- _EXERCISE BRIEF_:
Only one stretch of the data below is wanted: the lines starting at the one with "font-size:16px; color:#28221c; font-weight:700" and ending at the one with "position:absolute; left:494px; top:20px;", both included, given again exactly.

- _DATASET_:
• • • • • • •
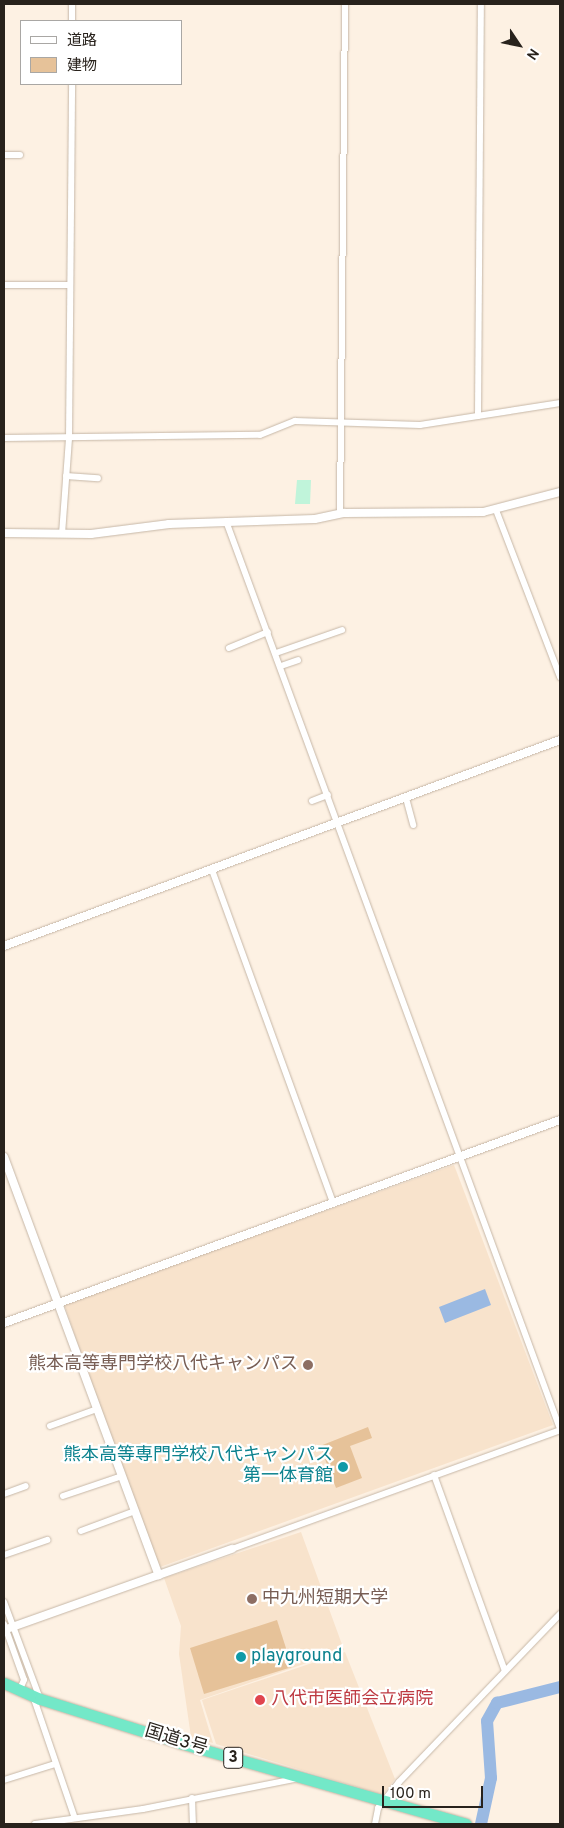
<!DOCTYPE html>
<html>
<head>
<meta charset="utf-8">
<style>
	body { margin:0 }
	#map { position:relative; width:564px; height:1828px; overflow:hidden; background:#fdf1e3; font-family:Overpass,"Noto Sans JP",sans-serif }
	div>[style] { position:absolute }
	.built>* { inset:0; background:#f8e3cc }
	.green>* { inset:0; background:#c0f4da }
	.water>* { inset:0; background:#9ab9e2 }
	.river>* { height:12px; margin:-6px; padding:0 6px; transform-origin:6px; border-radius:6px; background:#9ab9e2 }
	.building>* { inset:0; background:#e6c299 }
	.roads { filter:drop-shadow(0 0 1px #c6b7a7) drop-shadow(0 0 1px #c6b7a7) }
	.minor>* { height:6px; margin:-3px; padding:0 3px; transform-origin:3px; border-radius:3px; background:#fff }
	.tertiary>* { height:8px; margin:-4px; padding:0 4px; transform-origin:4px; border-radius:4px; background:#fff }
	.trunk>* { height:11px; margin:-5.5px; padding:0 5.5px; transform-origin:5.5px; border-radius:5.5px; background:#73e8c8 }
	.dots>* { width:14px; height:14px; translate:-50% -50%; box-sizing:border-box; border:2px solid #fff; border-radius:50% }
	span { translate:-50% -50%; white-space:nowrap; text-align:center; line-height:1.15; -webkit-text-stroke:4.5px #fff; paint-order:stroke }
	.shield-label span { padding:1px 4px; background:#fff; border:1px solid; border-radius:4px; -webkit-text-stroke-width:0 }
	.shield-label { font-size:16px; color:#28221c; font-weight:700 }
	.education-label { font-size:18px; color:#785e54 }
	.right { translate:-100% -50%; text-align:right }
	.left { translate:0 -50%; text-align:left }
	.culture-label { font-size:18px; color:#0d838f }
	.health-label { font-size:18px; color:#be3a42 }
	.street-label { font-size:18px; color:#28221c }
	.frame { position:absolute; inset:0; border:5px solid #28221c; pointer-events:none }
	.legend { position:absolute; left:20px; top:20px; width:162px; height:65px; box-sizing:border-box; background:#fff; border:1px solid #a9a7a4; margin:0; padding:6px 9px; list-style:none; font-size:15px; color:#28221c }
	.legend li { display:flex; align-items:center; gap:10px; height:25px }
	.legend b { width:25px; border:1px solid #a9a7a4 }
	.north { position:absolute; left:494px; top:20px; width:50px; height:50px; -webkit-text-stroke:4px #fff; paint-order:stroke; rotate:124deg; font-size:14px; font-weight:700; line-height:20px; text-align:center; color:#28221c }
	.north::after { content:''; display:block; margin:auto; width:18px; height:22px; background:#28221c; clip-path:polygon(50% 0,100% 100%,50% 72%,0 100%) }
	.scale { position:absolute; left:382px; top:1786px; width:101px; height:22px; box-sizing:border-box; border:2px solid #28221c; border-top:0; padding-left:6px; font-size:15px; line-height:18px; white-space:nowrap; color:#28221c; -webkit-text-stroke:4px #fff; paint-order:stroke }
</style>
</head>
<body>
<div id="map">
	<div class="built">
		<div style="clip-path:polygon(454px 1165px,553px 1425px,160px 1567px,135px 1511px,64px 1304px)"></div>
		<div style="clip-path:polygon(301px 1532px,344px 1650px,200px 1700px,213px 1743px,191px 1737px,179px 1654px,181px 1626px,164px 1578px)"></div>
		<div style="clip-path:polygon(345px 1652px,395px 1779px,383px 1795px,216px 1744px,202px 1700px)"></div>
	</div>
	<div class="green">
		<div style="clip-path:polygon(297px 480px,311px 480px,310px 504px,295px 504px)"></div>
	</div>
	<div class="water">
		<div style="clip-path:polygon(485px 1289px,491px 1305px,445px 1323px,439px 1307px)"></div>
	</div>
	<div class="river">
		<div style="left:481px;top:1824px;width:47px;rotate:-77.7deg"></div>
		<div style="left:491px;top:1778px;width:57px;rotate:-94deg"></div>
		<div style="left:487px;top:1721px;width:21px;rotate:-61deg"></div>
		<div style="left:497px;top:1703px;width:65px;rotate:-14.3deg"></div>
	</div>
	<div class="building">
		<div style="clip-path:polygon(368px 1427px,372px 1438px,350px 1446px,362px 1478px,336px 1488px,320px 1446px)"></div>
		<div style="clip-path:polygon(277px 1620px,292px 1667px,204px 1694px,190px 1648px)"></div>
	</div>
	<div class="roads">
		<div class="minor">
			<div style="left:72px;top:21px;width:17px;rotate:-90deg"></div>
			<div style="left:4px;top:155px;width:16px"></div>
			<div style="left:4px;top:285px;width:66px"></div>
			<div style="left:478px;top:416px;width:412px;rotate:-89.6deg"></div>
			<div style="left:4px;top:438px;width:256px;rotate:-0.7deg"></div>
			<div style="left:260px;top:435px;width:38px;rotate:-22deg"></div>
			<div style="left:295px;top:421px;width:125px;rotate:1.8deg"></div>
			<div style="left:420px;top:425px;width:142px;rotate:-8.9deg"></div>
			<div style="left:66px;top:476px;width:32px;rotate:4deg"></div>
			<div style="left:496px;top:510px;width:179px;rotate:69deg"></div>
			<div style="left:340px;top:514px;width:510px;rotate:-89.44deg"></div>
			<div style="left:226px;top:521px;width:967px;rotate:69.8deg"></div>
			<div style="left:62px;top:534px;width:96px;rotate:-85.8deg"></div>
			<div style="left:69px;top:438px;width:354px;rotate:-89.5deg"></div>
			<div style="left:229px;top:648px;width:42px;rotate:-22.3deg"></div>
			<div style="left:276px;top:653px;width:70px;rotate:-19.2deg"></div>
			<div style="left:281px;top:666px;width:18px;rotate:-19deg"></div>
			<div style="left:406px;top:798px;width:28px;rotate:75deg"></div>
			<div style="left:312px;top:801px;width:17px;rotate:-21deg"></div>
			<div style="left:212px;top:870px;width:353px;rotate:70deg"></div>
			<div style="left:50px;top:1426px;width:50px;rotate:-19.9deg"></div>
			<div style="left:434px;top:1475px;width:208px;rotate:70.1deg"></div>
			<div style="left:4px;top:1494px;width:23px;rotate:-20deg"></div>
			<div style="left:63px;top:1496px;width:62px;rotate:-18.7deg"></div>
			<div style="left:81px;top:1531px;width:58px;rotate:-20.3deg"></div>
			<div style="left:232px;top:1549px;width:349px;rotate:-19.9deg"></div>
			<div style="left:4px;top:1555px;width:46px;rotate:-19.2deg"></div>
			<div style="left:4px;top:1602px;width:103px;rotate:69.6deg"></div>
			<div style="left:4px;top:1624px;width:59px;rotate:70.3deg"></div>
			<div style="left:24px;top:1680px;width:12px;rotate:114deg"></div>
			<div style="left:33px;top:1696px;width:127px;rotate:71.1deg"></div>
			<div style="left:4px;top:1780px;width:53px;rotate:-17.4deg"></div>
			<div style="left:192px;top:1798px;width:26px;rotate:88deg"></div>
			<div style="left:35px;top:1824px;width:109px;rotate:-7.9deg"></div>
			<div style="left:143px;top:1809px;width:159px;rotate:-11.2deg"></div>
			<div style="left:375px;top:1824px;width:16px;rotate:-79deg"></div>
			<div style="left:378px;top:1808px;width:33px;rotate:-51deg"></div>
			<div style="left:399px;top:1782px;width:233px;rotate:-46.2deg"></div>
		</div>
		<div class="tertiary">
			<div style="left:4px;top:533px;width:87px;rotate:0.7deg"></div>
			<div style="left:91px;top:534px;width:79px;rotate:-7.3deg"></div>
			<div style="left:169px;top:524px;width:146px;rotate:-2deg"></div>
			<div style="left:315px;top:519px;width:30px;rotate:-12deg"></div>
			<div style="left:344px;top:513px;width:139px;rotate:-0.4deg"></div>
			<div style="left:483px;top:512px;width:80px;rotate:-14.6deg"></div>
			<div style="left:4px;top:946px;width:593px;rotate:-20.33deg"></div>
			<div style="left:4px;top:1157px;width:446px;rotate:69.7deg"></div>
			<div style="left:4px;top:1323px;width:592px;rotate:-20.06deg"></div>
			<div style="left:4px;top:1630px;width:242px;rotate:-19.6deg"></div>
		</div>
		<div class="trunk">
			<div style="left:4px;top:1683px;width:39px;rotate:24deg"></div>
			<div style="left:40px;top:1699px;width:147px;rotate:17.4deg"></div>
			<div style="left:180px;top:1743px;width:297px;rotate:15.8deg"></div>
		</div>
	</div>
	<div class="dots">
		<div style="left:308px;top:1365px;background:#8d6e63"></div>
		<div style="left:343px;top:1467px;background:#0f9aa8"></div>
		<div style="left:252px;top:1599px;background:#8d6e63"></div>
		<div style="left:241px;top:1657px;background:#0f9aa8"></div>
		<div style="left:260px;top:1700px;background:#e0444e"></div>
	</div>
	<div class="shield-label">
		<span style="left:233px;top:1758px">3</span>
	</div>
	<div class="education-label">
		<span class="right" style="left:298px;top:1365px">熊本高等専門学校八代キャンパス</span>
		<span class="left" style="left:262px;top:1599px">中九州短期大学</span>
	</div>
	<div class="culture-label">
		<span class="right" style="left:333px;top:1467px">熊本高等専門学校八代キャンパス<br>第一体育館</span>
		<span class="left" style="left:251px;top:1657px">playground</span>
	</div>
	<div class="health-label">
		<span class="left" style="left:271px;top:1700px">八代市医師会立病院</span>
	</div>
	<div class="street-label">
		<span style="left:176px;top:1741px;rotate:17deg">国道3号</span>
	</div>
	<div class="frame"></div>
	<ul class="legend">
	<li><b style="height:6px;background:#fff"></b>道路</li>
	<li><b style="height:14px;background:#e6c299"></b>建物</li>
	</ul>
	<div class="north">N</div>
	<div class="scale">100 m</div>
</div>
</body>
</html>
• • • • • • •
- _TASK RESULT_:
	.shield-label { font-size:16px; color:#28221c; font-weight:700 }
	.education-label { font-size:18px; color:#785e54 }
	.right { translate:-100% -50%; text-align:right }
	.left { translate:0 -50%; text-align:left }
	.culture-label { font-size:18px; color:#0d838f }
	.health-label { font-size:18px; color:#be3a42 }
	.street-label { font-size:18px; color:#28221c }
	.frame { position:absolute; inset:0; border:5px solid #28221c; pointer-events:none }
	.legend { position:absolute; left:20px; top:20px; width:162px; height:65px; box-sizing:border-box; background:#fff; border:1px solid #a9a7a4; margin:0; padding:6px 9px; list-style:none; font-size:15px; color:#28221c }
	.legend li { display:flex; align-items:center; gap:10px; height:25px }
	.legend b { width:25px; border:1px solid #a9a7a4 }
	.north { position:absolute; left:494px; top:20px; width:50px; height:50px; -webkit-text-stroke:4px #fff; paint-order:stroke; rotate:124deg; font-size:14px; font-weight:700; line-height:20px; text-align:center; color:#28221c }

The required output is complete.